The toast of the town, fashions were named after Lola and merchants for the first time devoted store window displays to women’s wear. Brannan named a race horse after her and there were even Lola Montez cigars—especially after it was noted she smoked in public and rolled her own cigarettes.

A woman’s liberationist in her era Lola began crashing male preserves such as gambling halls, saloons and restaurants. She also displayed her fierce temper by firing her scenic designer when he dared to argue with her, and whipped the theater director for a similar offence. But she stayed relatively cool when some fellow thespians mocked her in a burletta called, “Who’s Got The Countess?”

Pursued by Hull she finally gave in after consultation with a fortune teller (ignoring the fact that she had never been legally divorced from her husband of India days) and was married in the Mission Dolores on Mission Road. Calling herself Marie de Landsfeld Hull, she told friends she wanted to give up the stage for a simple life in the California hinterlands where she and hubby could hunt, fish, and rake in mine profits. But she informed her bridegroom, who wanted to be the family’s breadwinner or gold-winner in this case, that she was accustomed to making more in one night than he in a month.

The newlyweds started off in Sacramento where Lola was promptly booed and pelted with vegetables during her act. She felt this was unsporting and told the audience off, using a vocabulary equal to any of the miners (she also had the advantage of being able to hurl obscenities in languages ranging from French to Hindi). She added, at a later performance, that the unfortunate incident had occurred, “for the very reason that I am persecuted and followed by certain persons and their agents is because I made political enemies in Europe …”

The miners, admiring her spunk if not her talent, took to her as the underdog.

Meanwhile, accused by the editor of the Daily Californian of padding her audiences with paid applauders, Lola challenged the editor to a duel, giving him a choice of pistols or “pills.” The tablet duel called for two identical pills in a box. “One shall be poisoned and the other not, and the chances are even,” Lola said disdainfully.

Despite these even odds, the newspaperman declined the duel.

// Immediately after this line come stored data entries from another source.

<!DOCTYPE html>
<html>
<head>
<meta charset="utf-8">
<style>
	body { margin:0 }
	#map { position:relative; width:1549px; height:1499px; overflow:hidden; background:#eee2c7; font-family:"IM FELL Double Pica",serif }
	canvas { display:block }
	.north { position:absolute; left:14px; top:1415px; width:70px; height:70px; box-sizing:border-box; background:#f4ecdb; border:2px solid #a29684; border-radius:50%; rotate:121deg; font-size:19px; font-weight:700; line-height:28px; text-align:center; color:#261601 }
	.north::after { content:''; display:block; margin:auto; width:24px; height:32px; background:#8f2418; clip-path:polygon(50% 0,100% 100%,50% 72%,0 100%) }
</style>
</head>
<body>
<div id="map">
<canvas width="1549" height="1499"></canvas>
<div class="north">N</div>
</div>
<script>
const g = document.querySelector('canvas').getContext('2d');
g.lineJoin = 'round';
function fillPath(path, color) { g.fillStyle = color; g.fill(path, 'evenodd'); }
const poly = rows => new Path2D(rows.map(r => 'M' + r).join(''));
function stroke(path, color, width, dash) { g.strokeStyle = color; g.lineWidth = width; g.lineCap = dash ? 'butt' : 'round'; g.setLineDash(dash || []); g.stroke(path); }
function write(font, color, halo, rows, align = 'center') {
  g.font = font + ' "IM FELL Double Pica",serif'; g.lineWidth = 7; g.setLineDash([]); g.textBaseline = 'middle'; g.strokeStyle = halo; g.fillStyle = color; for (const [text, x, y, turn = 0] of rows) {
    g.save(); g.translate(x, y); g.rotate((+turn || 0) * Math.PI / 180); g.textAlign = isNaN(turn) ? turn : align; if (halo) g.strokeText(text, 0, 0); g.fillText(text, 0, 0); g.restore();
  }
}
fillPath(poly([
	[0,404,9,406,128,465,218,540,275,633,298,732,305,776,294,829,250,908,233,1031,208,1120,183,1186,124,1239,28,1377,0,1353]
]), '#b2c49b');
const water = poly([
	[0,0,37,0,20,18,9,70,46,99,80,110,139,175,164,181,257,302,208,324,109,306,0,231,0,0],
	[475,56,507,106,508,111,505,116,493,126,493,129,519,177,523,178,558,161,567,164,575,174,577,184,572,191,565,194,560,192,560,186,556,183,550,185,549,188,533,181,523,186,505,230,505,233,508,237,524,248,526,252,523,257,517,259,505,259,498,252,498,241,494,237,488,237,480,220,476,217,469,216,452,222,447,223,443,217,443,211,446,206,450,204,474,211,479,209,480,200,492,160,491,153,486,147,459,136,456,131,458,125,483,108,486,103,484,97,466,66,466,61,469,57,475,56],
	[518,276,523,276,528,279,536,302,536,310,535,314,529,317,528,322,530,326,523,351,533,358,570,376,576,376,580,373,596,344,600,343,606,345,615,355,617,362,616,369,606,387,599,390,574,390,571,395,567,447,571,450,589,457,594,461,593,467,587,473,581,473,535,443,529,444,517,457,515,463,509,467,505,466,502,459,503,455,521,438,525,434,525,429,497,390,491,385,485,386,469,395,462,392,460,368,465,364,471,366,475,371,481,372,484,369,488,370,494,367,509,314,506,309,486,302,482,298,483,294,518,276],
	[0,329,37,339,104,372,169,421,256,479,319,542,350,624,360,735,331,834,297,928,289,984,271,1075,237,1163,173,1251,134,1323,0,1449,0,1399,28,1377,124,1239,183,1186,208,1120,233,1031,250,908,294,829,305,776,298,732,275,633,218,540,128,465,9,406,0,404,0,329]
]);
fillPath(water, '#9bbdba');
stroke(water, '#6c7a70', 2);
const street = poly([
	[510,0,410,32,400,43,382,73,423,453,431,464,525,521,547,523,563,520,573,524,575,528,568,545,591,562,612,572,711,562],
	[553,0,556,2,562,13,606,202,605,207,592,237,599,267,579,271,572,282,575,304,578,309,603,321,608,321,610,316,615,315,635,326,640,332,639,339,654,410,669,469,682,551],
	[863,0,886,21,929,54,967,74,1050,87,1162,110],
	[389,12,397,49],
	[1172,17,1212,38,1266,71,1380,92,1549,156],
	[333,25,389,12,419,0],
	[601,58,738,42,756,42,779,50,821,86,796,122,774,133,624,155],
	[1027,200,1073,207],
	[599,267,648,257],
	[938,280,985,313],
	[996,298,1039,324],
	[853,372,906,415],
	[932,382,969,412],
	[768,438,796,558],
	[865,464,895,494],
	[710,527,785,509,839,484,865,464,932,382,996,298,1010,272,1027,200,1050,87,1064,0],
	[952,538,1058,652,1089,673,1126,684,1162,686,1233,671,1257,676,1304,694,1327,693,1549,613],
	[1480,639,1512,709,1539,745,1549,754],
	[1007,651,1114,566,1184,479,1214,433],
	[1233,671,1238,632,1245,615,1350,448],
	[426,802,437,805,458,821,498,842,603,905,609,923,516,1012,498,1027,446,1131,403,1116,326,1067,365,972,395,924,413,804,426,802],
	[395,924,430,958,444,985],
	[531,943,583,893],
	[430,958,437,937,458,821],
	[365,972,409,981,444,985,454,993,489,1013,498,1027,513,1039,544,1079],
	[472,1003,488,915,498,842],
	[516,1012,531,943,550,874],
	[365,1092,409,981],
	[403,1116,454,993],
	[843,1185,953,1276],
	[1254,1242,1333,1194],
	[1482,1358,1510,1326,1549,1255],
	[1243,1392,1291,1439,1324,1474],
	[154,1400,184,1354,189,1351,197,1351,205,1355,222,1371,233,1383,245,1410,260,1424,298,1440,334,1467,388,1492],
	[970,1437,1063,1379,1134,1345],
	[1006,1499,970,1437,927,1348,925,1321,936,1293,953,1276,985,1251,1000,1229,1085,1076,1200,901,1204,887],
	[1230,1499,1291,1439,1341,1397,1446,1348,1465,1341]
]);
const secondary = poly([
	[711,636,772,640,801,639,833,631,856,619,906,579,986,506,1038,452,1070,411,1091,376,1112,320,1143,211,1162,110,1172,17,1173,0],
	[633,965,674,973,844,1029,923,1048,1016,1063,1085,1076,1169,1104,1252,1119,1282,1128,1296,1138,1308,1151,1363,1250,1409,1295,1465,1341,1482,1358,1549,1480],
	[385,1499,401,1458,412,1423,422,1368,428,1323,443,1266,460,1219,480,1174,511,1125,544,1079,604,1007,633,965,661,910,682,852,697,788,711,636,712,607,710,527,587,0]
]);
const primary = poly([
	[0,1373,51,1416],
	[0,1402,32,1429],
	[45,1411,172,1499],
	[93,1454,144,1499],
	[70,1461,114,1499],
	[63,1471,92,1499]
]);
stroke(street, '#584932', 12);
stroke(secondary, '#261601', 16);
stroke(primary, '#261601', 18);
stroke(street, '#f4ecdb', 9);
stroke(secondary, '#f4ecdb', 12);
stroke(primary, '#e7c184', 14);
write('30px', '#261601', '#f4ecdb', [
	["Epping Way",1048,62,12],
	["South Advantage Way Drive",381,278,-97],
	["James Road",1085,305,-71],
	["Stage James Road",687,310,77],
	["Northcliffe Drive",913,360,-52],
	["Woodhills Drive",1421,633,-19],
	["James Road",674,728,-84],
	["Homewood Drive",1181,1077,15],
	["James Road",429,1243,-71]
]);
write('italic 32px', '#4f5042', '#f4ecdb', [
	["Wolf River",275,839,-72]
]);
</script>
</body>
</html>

But the novel choice of weapons quickly entered local folklore with men taunting each other with “pistols or pizen” challenges.

The end result was that Lola did well enough in Sacramento, possibly because her competition was such as “Zohara the Hemmaphrodite.”

Finally, Lola and Hull settled upon Grass Valley as a location. The little town at the foot of the Sierra Nevada reminded her of Bavaria and had the virtue of having the richest mines in California (it was known as the “Gold Capital of America”). It also had only 300 women among the population of 4,000.

Lola bought a house that had been a gambling and prostitution den and spent some $5,000 fixing it up, importing many items from San Francisco. She added glass panels, sliding doors, Louis Seize cabinets, a swan bed with a silk canopy, and a bathtub from the east. She had her bathroom attached to her bedroom, an innovation for Grass Valley. From Europe, Ludwig sent some of her favorite furniture as well as a crown-shaped gold comb.

In return, Lola installed a bust of Ludwig in the hall to greet guests. This didn’t sit well with Hull, who was already jealous of past lovers and current flirtations.

To scare off miners unaware of the house’s change of ownership, Lola put her pet bear cub, Major, out in front on a chain. Drunk or sober, the minors got the idea. When a visiting violinist asked for a lock of her hair she said, “I have a pet grizzly in my orchard. If you wrestle with him for three minutes, you shall have enough of my hair to make a bow for your fiddle.” Accepting on condition the bear was muzzled, the violinist made off with his hard-won treasure.